そして、長尾景虎(上杉謙信)との死闘を演じることになります。
武田家と織田家:西上作戦と武田家滅亡
その後、織田信長が今川義元を桶狭間で討ったため、甲相駿三国同盟が破綻しました。
破綻のきっかけを作ったのは、武田晴信本人でした。
私は、
大先輩の信玄殿を尊敬しています・・・
信長か・・・
可愛いやつだ・・・
名前 | 生年 |
毛利元就 | 1497年 |
武田信玄 | 1521年 |
上杉謙信 | 1530年 |
織田信長 | 1534年 |
晴信より13歳年下の信長は、信玄に対して極めて丁重な姿勢で接し続けます。
そして、晴信は、織田信長とは長く同盟を結び、友好関係にありました。
晴信なりの「軍略」だったのですが、結果的には大きく裏目に出ました。
武田家から見たら、守護代ですらない「格下扱い」であった織田家。
信長の織田家は、守護代の織田家の
家老の出身か・・・
大したこと
ないのう・・・
ところが、その織田家が想定外の猛烈なスピードで、その版図を広げました。
桶狭間の合戦の頃(1560年)には、織田家にも優れた家臣が大勢いました。
すでに秀吉も家臣でしたが、まだまだ下っ端です。
優れた武将が大勢いた織田家でしたが、家臣団の厚みとしては武田家には遠く及ばないレベルでありました。

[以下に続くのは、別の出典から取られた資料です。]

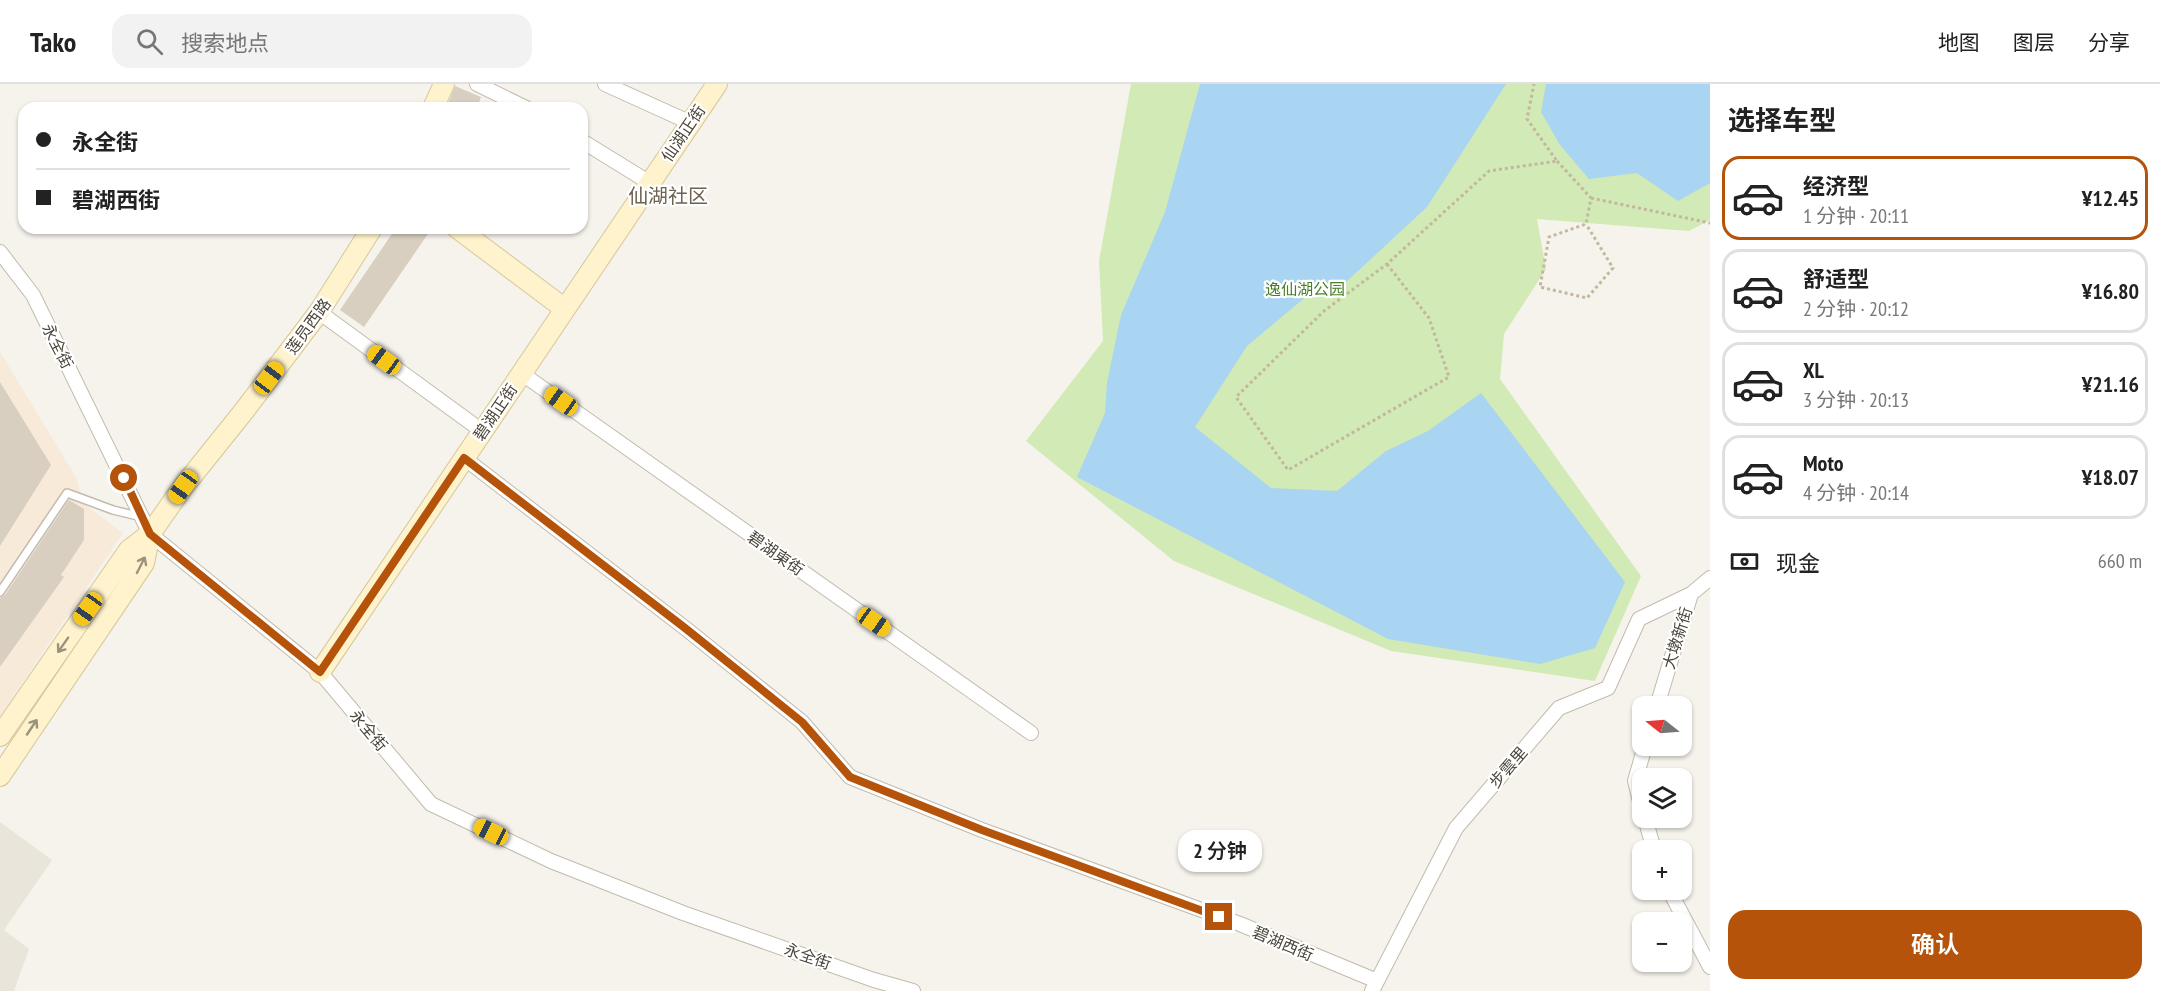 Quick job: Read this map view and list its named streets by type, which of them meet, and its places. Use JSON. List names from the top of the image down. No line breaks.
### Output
{"streets":{"main road":["仙湖正街","莲员西路","碧湖正街"],"street":["永全街","碧湖東街","大墩新街","步雲里","碧湖西街"]},"crossings":[["仙湖正街","碧湖正街"],["莲员西路","永全街"],["永全街","碧湖正街"],["碧湖正街","碧湖東街"],["碧湖正街","碧湖西街"],["大墩新街","步雲里"],["步雲里","碧湖西街"]],"districts":["仙湖社区"],"parks":["逸仙湖公园"],"north":"left","page":{"header":"Tako","search":"搜索地点","nav":["地图","图层","分享"],"heading":"选择车型","banner":["永全街","碧湖西街"],"list":[{"name":"经济型","note":"1 分钟 · 20:11","value":"¥12.45"},{"name":"舒适型","note":"2 分钟 · 20:12","value":"¥16.80"},{"name":"XL","note":"3 分钟 · 20:13","value":"¥21.16"},{"name":"Moto","note":"4 分钟 · 20:14","value":"¥18.07"}],"pay":["现金","660 m"],"map_buttons":["+","−"],"bubble":"2 分钟","buttons":"确认"}}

織田家臣団は信長の異常なまでの抜擢により、徐々にそして急速に厚みを増してゆき、武田家を凌駕してゆきます。
生産高の低い甲斐において、なんとか生産量を高めようと、治水など内政にも多くの功績を残した晴信。
経済力をつけ、民衆達に健やかに住んでもらわねば、
国がなりたたぬ!
その魔術的な采配能力と異常なまでの騎馬軍団の強さによって、周辺諸国から恐れられ続けた、武田晴信及び武田家。
京へ
向かう!
織田信長と徳川家康を
叩き潰す!
入道後、信玄となった晴信は、死期を悟り最後に京へ乗り込もうと、西上作戦を敢行しました。
そして、三方ヶ原合戦において徳川・織田連合軍を完膚なきまでに粉砕しました。
その瞬間、武田家の輝きは頂点に達し、戦国の世に強烈な光芒を放ちます。
ところが、三方ヶ原合戦直後に信玄が亡くなります(病死、徳川家による射撃の傷など諸説あり)。
・・・・・
信玄亡き後、後継者(正式な当主ではない)勝頼は勇猛な人物で、一時は信玄を超える版図を築き上げます。
ところが、1575年の織田・徳川軍との長篠の合戦における致命的大敗北を受け、数多くの宿将が戦死します。
その後、信じられない勢いで、急速に衰退した武田勝頼率いる武田家。
三方ヶ原合戦10年後に、織田家による滅亡を迎えます。
この衰退こそ、武田晴信の最大の大誤算であったのでしょう。
まさか、我が武田家が
息子・勝頼の代で滅ぶとは・・・
次回は上記リンクです。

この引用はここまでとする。